Action item: Could the data below be printed out exactly, with the pictures left out?

Given information:

--*--

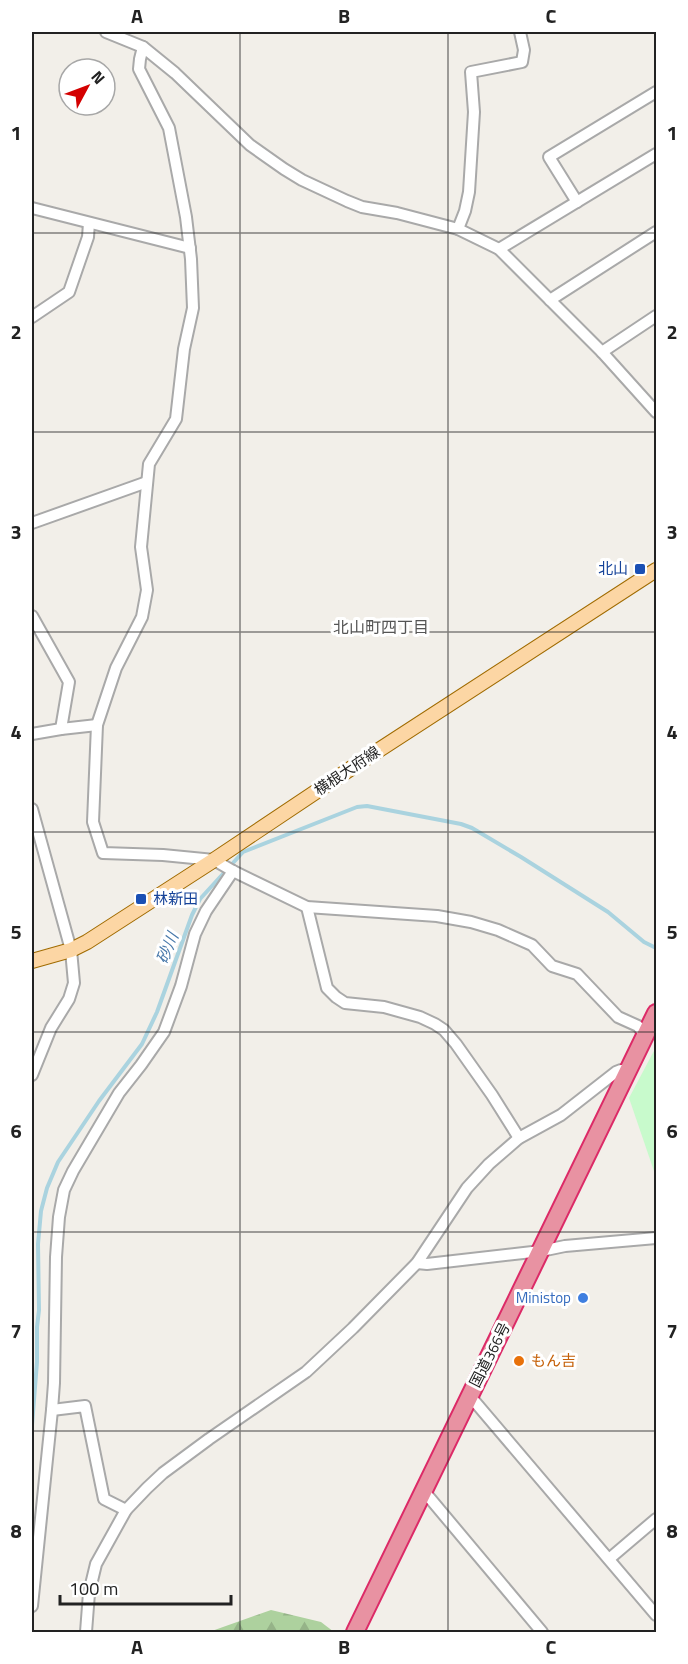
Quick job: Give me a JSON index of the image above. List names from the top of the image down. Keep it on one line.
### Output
{"streets":{"highway":["国道366号"],"main road":["横根大府線"]},"districts":["北山町四丁目"],"water":["砂川"],"places":{"transit":["北山","林新田"],"other":["Ministop","もん吉"]},"scale_bar":"100 m","north":"top right","grid":{"columns":["A","B","C"],"rows":["1","2","3","4","5","6","7","8"]}}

--*--

Answer for this exercise:
Quick job: Give me a JSON index of the image above. List names from the top of the image down. Keep it on one line.
### Output
{"streets":{"highway":["国道366号"],"main road":["横根大府線"]},"districts":["北山町四丁目"],"water":["砂川"],"places":{"transit":["北山","林新田"],"other":["Ministop","もん吉"]},"scale_bar":"100 m","north":"top right","grid":{"columns":["A","B","C"],"rows":["1","2","3","4","5","6","7","8"]}}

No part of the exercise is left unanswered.